[Listed entries Boundary: Start]
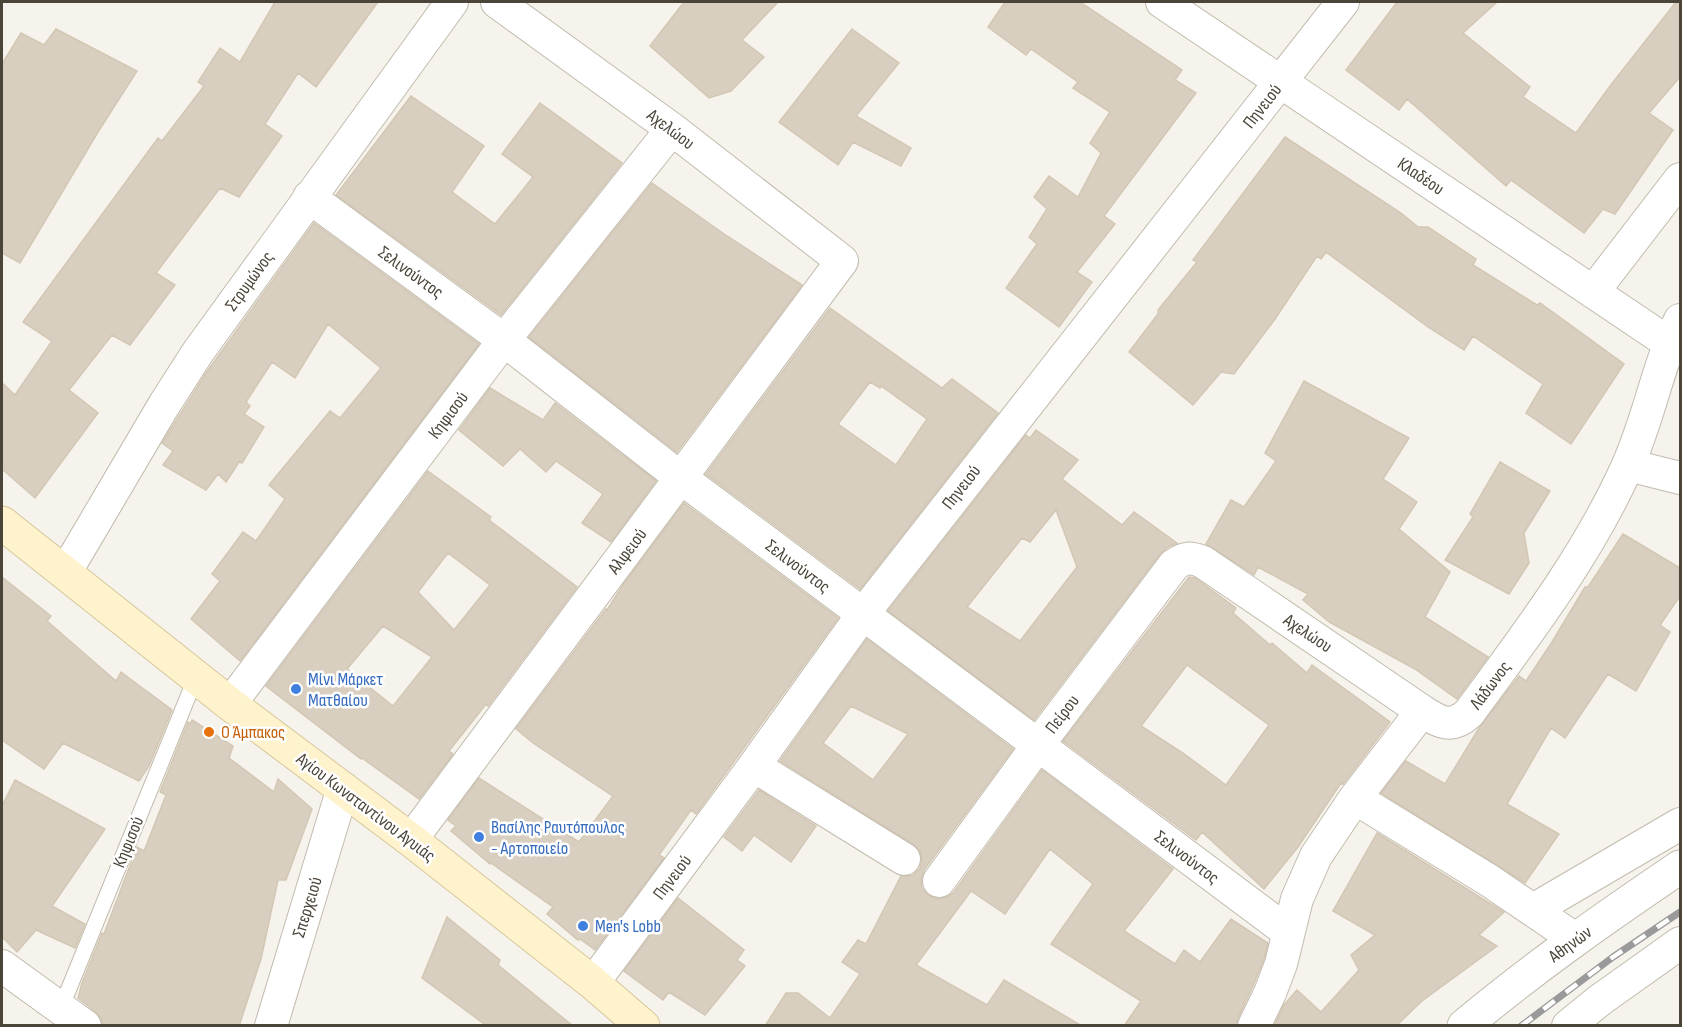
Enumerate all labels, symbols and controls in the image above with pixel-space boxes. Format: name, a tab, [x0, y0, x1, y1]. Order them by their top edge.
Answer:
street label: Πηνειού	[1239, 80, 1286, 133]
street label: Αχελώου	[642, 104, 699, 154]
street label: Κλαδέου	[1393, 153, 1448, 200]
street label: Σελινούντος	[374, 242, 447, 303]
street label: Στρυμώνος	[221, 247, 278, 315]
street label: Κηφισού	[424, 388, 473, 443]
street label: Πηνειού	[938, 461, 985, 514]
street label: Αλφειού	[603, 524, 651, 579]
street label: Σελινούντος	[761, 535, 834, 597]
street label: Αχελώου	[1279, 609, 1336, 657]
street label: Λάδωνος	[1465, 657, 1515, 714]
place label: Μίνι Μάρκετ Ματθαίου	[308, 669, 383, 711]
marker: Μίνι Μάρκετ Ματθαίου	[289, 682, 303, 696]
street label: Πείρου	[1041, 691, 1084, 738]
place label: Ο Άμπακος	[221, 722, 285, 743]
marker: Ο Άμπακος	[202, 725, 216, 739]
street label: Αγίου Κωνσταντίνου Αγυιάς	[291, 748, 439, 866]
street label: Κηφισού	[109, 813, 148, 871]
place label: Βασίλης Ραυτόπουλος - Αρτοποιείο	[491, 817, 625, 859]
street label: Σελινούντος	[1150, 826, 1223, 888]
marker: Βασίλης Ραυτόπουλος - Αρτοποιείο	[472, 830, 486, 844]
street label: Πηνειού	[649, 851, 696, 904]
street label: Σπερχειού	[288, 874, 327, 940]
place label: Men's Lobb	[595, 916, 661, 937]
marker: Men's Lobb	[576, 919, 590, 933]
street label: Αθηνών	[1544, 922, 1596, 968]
[Listed entries Boundary: End]
*Problem description:* Your task is to copy every line in the entries that holds the string "Lobb".

*Answer to this task:*
place label: Men's Lobb	[595, 916, 661, 937]
marker: Men's Lobb	[576, 919, 590, 933]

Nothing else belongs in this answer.